1. A pair of pure wireless earphones using optimal monopole antennae, comprising in-ear type earphone housings and RF signal generation devices disposed in the in-ear type earphone housings, the in-ear type earphone housings being formed by buckling top housings and bottom housings in pairs and being internally provided with accommodating cavities, the bottoms of the bottom housings extending downwards and being sound outlets communicated with the accommodating cavities, the bottom housings being internally provided with loudspeakers communicated with the sound outlets and being sleeved with ear pads for plugging external acoustic foramina at the bottoms, characterized in that positioning stages matched with the shape of auricular concha cavities are at the tops of the bottom housings; the outer bottom faces of the positioning stages fit the surfaces of the auricular concha cavities in pairs; the outer walls of the positioning stages are in contact with tragi; the RF signal generation devices are located in the accommodating cavities; each RF signal generation device consists of an antenna, a main PCB and a battery; each main PCB comprises a Bluetooth chipset; each antenna is used for establishing RF communication links with an audio source and a secondary earpiece; each battery, each antenna and each loudspeaker are electrically connected with the corresponding main PCB; and a ball is drawn with each antenna as a center point and the outer wall of the corresponding in-ear type earphone housing closest to the antenna as a radius to form a space as an antenna holding area in which the antenna is located, and the radius of the ball is greater than 4 mm.

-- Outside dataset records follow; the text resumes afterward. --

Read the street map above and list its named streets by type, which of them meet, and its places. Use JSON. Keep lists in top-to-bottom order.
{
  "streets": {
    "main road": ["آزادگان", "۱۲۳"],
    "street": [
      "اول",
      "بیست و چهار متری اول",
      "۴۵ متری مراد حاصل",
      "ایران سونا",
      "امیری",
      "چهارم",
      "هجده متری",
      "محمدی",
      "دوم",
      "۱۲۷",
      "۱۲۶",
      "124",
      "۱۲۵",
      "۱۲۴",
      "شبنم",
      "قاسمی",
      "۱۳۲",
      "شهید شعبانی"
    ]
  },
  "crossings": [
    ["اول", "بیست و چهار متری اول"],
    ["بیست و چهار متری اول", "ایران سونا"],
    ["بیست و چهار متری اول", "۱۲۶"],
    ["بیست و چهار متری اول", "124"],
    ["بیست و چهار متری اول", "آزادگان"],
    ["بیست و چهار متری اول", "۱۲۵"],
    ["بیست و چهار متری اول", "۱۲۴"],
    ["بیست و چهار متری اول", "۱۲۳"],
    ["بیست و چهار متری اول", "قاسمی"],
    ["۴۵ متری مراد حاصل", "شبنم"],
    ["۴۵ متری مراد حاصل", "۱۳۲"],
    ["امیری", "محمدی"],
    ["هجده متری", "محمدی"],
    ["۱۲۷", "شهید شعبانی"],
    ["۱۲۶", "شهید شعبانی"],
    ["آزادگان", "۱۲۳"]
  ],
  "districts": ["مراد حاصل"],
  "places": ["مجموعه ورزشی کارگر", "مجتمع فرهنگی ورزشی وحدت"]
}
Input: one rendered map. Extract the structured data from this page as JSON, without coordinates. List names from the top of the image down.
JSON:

2. The pair of pure wireless earphones using the optimal monopole antennae according to claim 1, characterized in that the main PCBs are provided with vertically disposed metal grounding layers, which evenly surround the edges of the main PCBs and are used for ensuring the even distribution of radio-frequency radiation currents.

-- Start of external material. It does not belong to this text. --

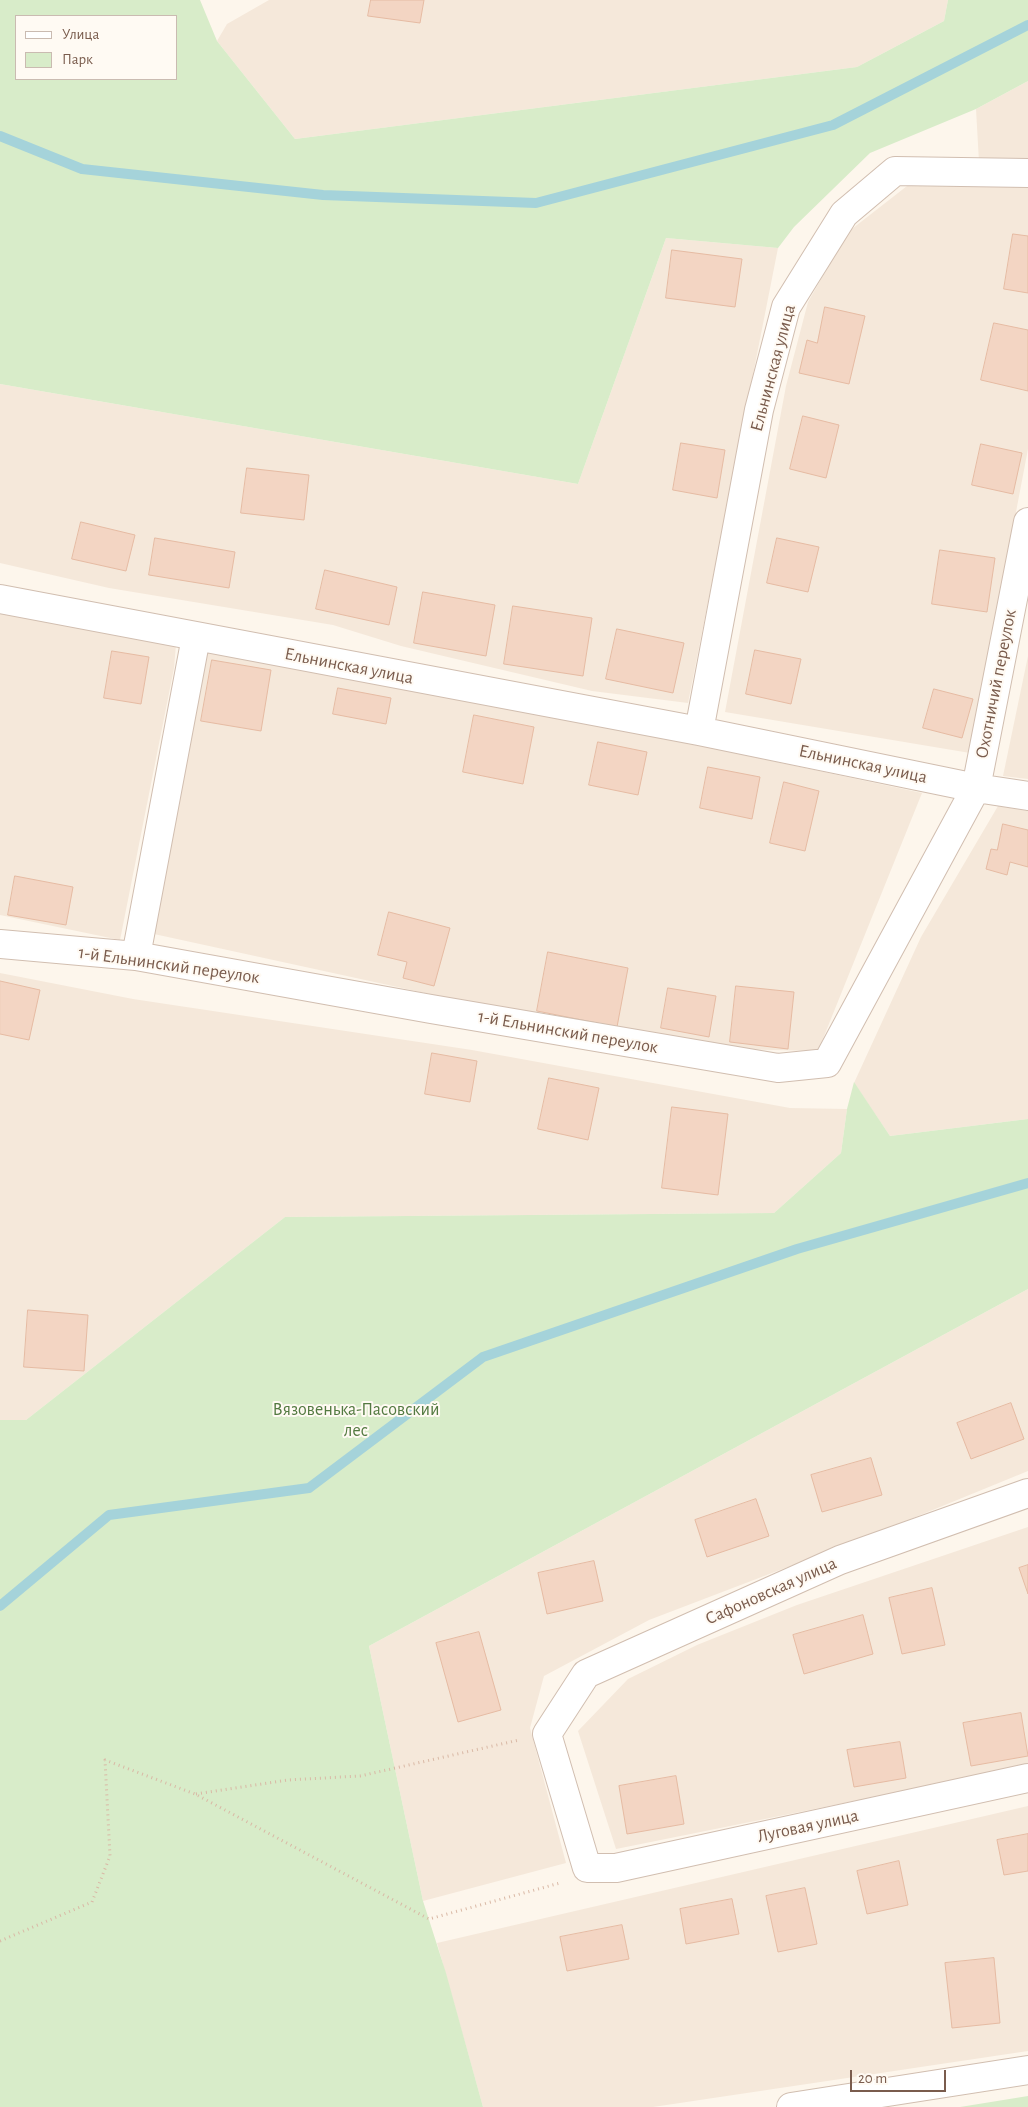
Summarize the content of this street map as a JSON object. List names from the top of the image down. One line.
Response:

3. The pair of pure wireless earphones using the optimal monopole antennae according to claim 2, characterized in that the metal grounding layers are made of a copper foil material.
4. The pair of pure wireless earphones using the optimal monopole antennae according to claim 2, characterized in that the batteries are disposed at the bottom faces of the main PCBs, the metal grounding layers surround the batteries, and the edges of the main PCBs are provided with USB end plates for charging the batteries.
5. The pair of pure wireless earphones using the optimal monopole antennae according to claim 1, characterized in that the antennae are short monopole antennae.
6. The pair of pure wireless earphones using the optimal monopole antennae according to claim 5, characterized in that the short monopole antennae are short spiral monopole antennae.
7. The pair of pure wireless earphones using the optimal monopole antennae according to claim 5, characterized in that the short monopole antennae are balanced type antennae.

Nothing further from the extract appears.